Inside the eval_input_receiver_fn
callback, emit a TensorFlow graph that
parses raw examples, identifies the features and label, and applies the
tf.Transform
graph used in the TensorFlow Model Analysis batch job.
Finally, the model emits a graph suitable for serving.
The trainer runs a quick evaluation at the end of the batch job. This limited evaluation can run only on a single machine. Later in this guide, we will use TensorFlow Model Analysis—which leverages Apache Beam—for distributed evaluation.
To recap, the trainer outputs the following:
- A
SavedModel
containing the serving graph to use with TensorFlow Serving. - A
SavedModel
containing the evaluation graph to use with TensorFlow Model Analysis.

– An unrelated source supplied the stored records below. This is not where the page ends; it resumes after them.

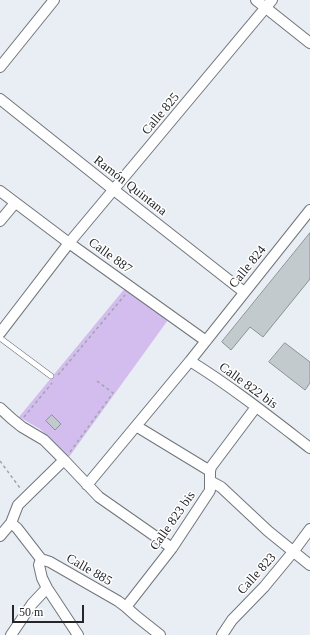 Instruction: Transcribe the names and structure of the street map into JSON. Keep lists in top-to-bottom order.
{
  "streets": {
    "street": [
      "Calle 825",
      "Ramón Quintana",
      "Calle 887",
      "Calle 824",
      "Calle 822 bis",
      "Calle 823 bis",
      "Calle 885",
      "Calle 823"
    ]
  },
  "crossings": [
    ["Calle 825", "Ramón Quintana"],
    ["Calle 825", "Calle 887"],
    ["Ramón Quintana", "Calle 824"],
    ["Calle 887", "Calle 824"],
    ["Calle 822 bis", "Calle 823 bis"],
    ["Calle 823 bis", "Calle 885"]
  ],
  "scale_bar": "50 m"
} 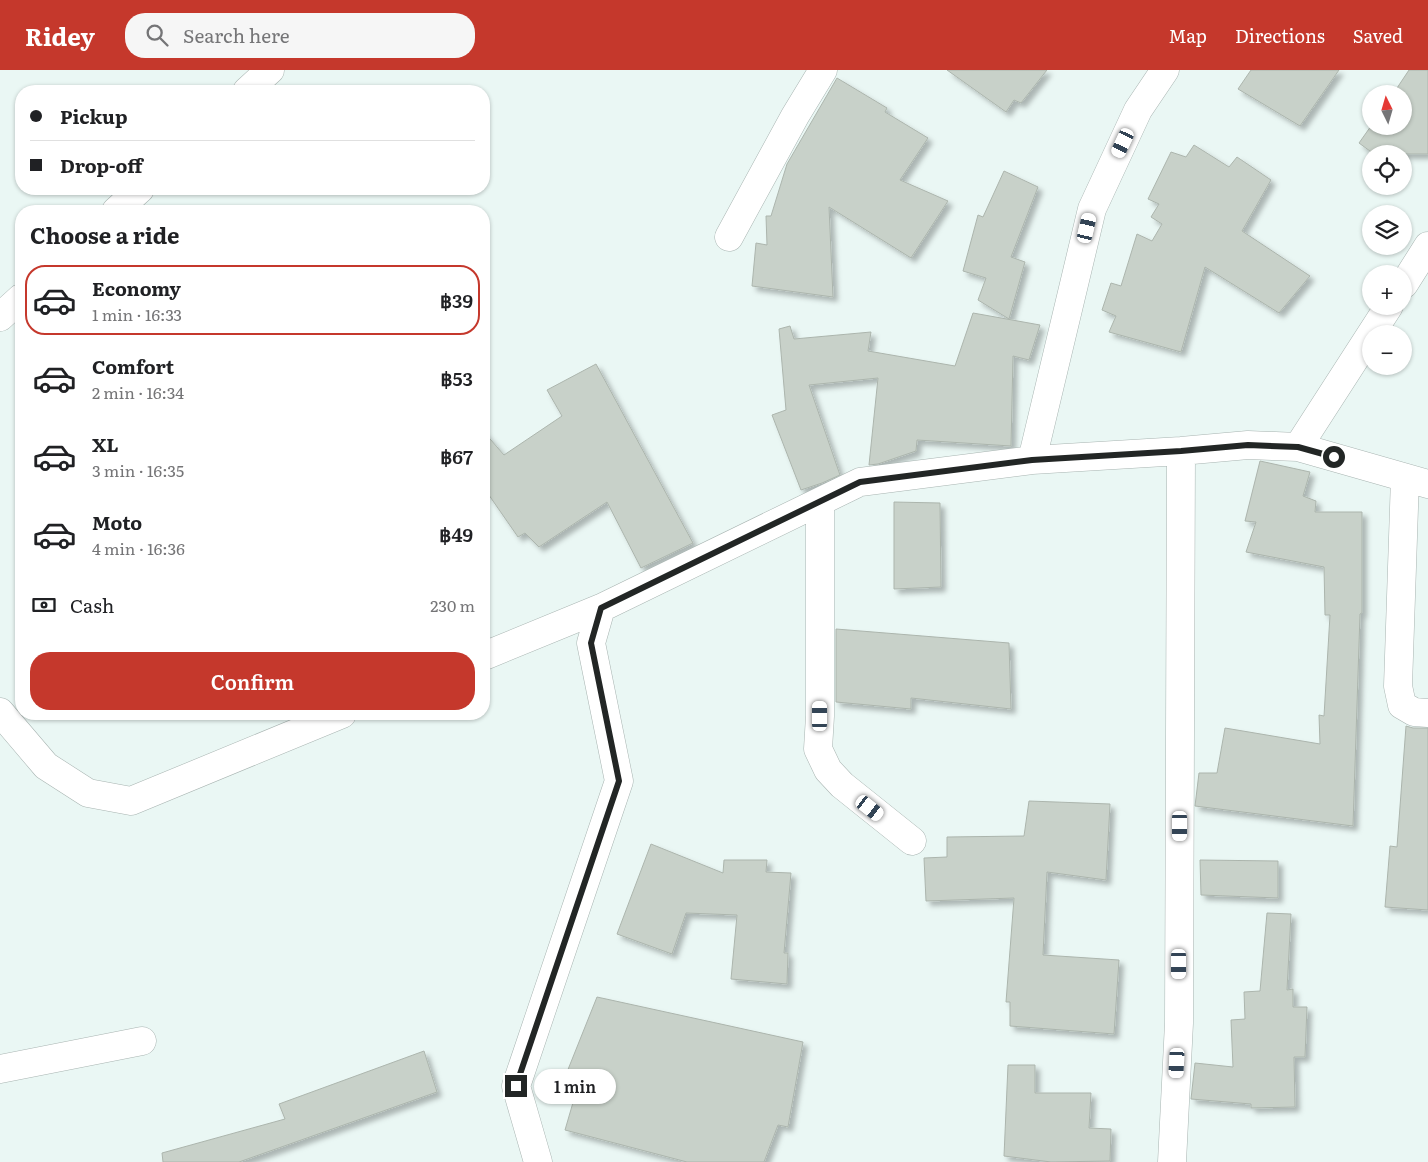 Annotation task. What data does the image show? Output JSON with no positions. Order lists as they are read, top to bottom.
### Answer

Now run a batch job to evaluate the model against the entire data set. To run the batch evaluator:
bash ./process_tfma_local.sh
This step is executed locally with a small CSV dataset. TensorFlow Model Analysis runs a full pass over the dataset and computes the metrics. In the Cloud section below, this step is run as a distributed job over a large data set.
Like TensorFlow Transform, tf.ModelAnalysis
uses Apache Beam to run the
distributed computation. The evaluation uses raw examples as input and not
transformed examples. The input is a local CSV file and uses the SavedModel
from the previous step, applies the tf.Transform
graph, then runs the model.
It is possible to analyze models in terms of transformed features instead of raw features, but that process is not described in this guide.
In process_tfma.py
we specified a slice_spec
that tells the
tf.ModelAnalysis
job the slices to visualize. Slices are subsets of the
data based on feature values. tf.ModelAnalysis
computes metrics for each of
those slices.
This job outputs a file that can be visualized in Jupyter in the
tf.model_analysis
renderer in the next stage.
Run the Jupyter notebook locally to view the sliced results:
jupyter notebook --ip=0.0.0.0 --port=8888 --no-browser
This prints a URL like http://0.0.0.0:8888/?token=...
. You may need to
enter a username and password the first time you visit the page (these prompts
accept anything, so you can use "test" for both).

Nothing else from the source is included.